Overview

Sebastian Kurz is the Austrian Peoples’ Party (List Kurz/ÖVP) leading candidate for the upcoming general elections and according to all opinion polls bound to secure most of the votes. Pursuing an electoral campaign which has deliberately put him as an individual into the center (rather than his party) and portrayed his campaign as a broad ‘movement’ (rather than a traditional party contest), his website https://www.sebastian-kurz.at/unterstuetzer invites visitors to ‘join’ by submitting their names to a public list of supporters.
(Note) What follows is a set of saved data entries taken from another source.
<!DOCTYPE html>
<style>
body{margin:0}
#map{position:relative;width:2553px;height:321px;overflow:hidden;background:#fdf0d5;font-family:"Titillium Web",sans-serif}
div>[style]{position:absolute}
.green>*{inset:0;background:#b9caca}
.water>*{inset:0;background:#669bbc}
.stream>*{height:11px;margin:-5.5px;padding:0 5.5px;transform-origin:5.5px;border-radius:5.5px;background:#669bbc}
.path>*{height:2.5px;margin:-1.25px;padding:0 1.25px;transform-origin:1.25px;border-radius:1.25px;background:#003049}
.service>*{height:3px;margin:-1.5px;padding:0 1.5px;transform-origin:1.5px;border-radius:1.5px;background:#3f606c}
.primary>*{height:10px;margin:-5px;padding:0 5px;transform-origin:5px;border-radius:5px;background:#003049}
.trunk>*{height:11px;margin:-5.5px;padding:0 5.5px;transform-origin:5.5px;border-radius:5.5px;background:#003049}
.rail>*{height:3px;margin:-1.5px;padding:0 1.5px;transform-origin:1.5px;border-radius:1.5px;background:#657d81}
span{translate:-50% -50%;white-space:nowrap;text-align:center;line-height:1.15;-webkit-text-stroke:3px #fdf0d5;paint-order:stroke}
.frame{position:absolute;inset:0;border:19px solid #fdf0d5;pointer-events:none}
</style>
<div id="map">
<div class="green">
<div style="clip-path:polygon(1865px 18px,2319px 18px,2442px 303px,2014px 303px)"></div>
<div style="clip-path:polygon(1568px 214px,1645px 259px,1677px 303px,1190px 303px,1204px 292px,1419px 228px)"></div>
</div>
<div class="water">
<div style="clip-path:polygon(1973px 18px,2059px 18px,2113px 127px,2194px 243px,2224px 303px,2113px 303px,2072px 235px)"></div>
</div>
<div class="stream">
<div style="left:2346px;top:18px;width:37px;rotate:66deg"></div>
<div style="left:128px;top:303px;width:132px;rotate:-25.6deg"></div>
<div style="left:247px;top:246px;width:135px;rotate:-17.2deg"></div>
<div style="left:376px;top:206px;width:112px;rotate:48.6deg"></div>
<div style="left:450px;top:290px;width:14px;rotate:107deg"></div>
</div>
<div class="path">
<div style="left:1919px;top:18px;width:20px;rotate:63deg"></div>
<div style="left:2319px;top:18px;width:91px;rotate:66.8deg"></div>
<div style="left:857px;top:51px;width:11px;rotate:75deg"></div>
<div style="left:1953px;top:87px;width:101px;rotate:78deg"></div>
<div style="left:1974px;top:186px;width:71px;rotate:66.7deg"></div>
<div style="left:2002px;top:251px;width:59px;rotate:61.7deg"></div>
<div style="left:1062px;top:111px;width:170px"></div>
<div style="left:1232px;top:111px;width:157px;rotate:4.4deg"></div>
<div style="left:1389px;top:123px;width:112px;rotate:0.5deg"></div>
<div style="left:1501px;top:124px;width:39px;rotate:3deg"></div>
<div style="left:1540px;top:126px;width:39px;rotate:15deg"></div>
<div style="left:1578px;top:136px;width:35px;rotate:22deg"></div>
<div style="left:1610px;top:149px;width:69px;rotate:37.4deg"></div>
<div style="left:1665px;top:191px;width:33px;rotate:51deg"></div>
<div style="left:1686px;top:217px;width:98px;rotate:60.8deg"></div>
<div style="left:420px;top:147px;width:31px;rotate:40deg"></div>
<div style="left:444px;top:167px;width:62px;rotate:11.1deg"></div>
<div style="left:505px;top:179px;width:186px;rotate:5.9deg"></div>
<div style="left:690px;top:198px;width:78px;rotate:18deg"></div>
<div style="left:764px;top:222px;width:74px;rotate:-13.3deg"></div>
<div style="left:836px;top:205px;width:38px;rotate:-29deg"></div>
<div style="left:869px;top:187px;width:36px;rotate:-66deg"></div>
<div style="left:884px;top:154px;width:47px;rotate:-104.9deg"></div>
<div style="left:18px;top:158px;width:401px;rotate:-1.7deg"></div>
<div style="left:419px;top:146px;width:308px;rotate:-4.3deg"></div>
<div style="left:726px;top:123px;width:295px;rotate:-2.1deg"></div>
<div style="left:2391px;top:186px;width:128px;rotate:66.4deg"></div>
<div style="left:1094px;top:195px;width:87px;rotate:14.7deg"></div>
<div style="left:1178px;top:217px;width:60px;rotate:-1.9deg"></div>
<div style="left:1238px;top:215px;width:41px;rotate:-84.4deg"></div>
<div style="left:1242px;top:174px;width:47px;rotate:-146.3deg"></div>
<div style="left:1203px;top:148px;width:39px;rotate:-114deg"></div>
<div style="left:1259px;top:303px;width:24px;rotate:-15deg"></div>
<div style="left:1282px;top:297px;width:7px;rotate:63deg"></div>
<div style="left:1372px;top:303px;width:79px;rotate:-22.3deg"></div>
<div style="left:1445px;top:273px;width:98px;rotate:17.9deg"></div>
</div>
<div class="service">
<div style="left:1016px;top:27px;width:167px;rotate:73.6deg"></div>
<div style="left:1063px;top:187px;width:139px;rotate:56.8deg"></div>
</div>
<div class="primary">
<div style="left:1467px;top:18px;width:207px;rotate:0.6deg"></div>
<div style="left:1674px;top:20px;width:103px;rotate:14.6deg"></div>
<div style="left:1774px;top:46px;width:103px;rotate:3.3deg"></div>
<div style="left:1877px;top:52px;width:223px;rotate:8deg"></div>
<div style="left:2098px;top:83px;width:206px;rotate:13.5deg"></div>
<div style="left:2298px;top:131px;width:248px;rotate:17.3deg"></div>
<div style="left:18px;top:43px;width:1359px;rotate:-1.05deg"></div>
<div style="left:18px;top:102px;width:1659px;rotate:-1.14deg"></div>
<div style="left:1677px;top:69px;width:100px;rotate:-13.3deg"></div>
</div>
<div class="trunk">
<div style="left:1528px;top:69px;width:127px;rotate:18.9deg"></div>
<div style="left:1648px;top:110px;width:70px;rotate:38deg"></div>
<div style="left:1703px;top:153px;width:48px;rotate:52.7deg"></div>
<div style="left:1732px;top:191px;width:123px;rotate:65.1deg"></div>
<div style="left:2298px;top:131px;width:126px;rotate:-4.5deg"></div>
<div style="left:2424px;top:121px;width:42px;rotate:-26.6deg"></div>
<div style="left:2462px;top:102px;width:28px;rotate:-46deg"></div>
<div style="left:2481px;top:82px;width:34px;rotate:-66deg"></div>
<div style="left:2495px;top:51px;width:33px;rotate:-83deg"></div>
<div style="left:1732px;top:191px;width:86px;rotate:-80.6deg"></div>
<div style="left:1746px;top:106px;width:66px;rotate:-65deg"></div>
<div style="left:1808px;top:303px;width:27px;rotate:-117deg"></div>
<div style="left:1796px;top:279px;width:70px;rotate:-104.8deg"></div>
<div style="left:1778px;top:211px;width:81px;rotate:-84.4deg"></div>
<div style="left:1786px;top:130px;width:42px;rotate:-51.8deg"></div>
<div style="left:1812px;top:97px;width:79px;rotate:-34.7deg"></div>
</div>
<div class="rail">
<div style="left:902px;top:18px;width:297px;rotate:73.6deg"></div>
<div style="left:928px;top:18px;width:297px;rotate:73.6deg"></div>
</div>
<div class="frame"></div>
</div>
The following is a brief analysis of some of the information publicly available on these supporters, implemented in R. As always, there are likely to be more elegant ways to do some of the coding. If you see a particularly glaring misdeed, feel free to let me know.

Collection of data

While the content of static html websites can normally conveniently scrapped with the rvest package, Kurz’s website is pretty complex (at least to me) with various dynamically created elements, plenty of java scripts etc. As far as I understood, rvest turns out to be unable to do the trick in such cases. Instead, the jsonlite package allows us to retrieve the requested information via the website’s API.

library(jsonlite)
library(dplyr)
library(tidyr)

baseurl <- "https://dabei.sebastian-kurz.at/api/v1/83f9221ff237566f8f55187277dd1019/commitments/038ed334b8d9314a01007dd9748c055c/people?"
pages <- list()

all <- data.frame(supporter.surname=character(),
                        supporter.name=character(),
                        released=character(),
                        created=character(),
                        message=character())
for(i in 1:300)
try(
  {  
  mydata <- jsonlite::fromJSON(paste0(baseurl, "&page_nr=", i), flatten=TRUE)
  message("Retrieving page ", i)
  pages[[i+1]] <- mydata
  i.surname <- as.data.frame(mydata$commitment_module_people$person.surname)
  i.name <- as.data.frame(mydata$commitment_module_people$person.name)
  i.released_date <- as.data.frame(mydata$commitment_module_people$released_date)
  i.created_date <- as.data.frame(mydata$commitment_module_people$created_at)
  
  all.i <- bind_cols(i.surname, i.name, i.released_date, i.created_date, i.message)
  names(all.i) <- c("supporter.surname","supporter.name","released","created","message")
     
  if (nrow(all.i)==0) break
  
  all <- bind_rows(all, all.i)
  
  }
)

Kurz.df <- all
Kurz.df$created <-  as.POSIXct(Kurz.df$created, tz="Europe/Vienna")
Kurz.df$released <- as.POSIXct(Kurz.df$released, tz="Europe/Vienna")

Number of supporters

library(dplyr)
library(padr)
library(tidyr)
library(ggplot2)

flow.creation <- Kurz.df %>%
  arrange(created) %>%
  thicken(interval="day", colname="day", by="created")%>%
  group_by(day) %>%
  summarise(freq.created=n()) %>%
  pad() %>%
  fill_by_value(value=0) %>%
  mutate(freq.created.cum=cumsum(freq.created))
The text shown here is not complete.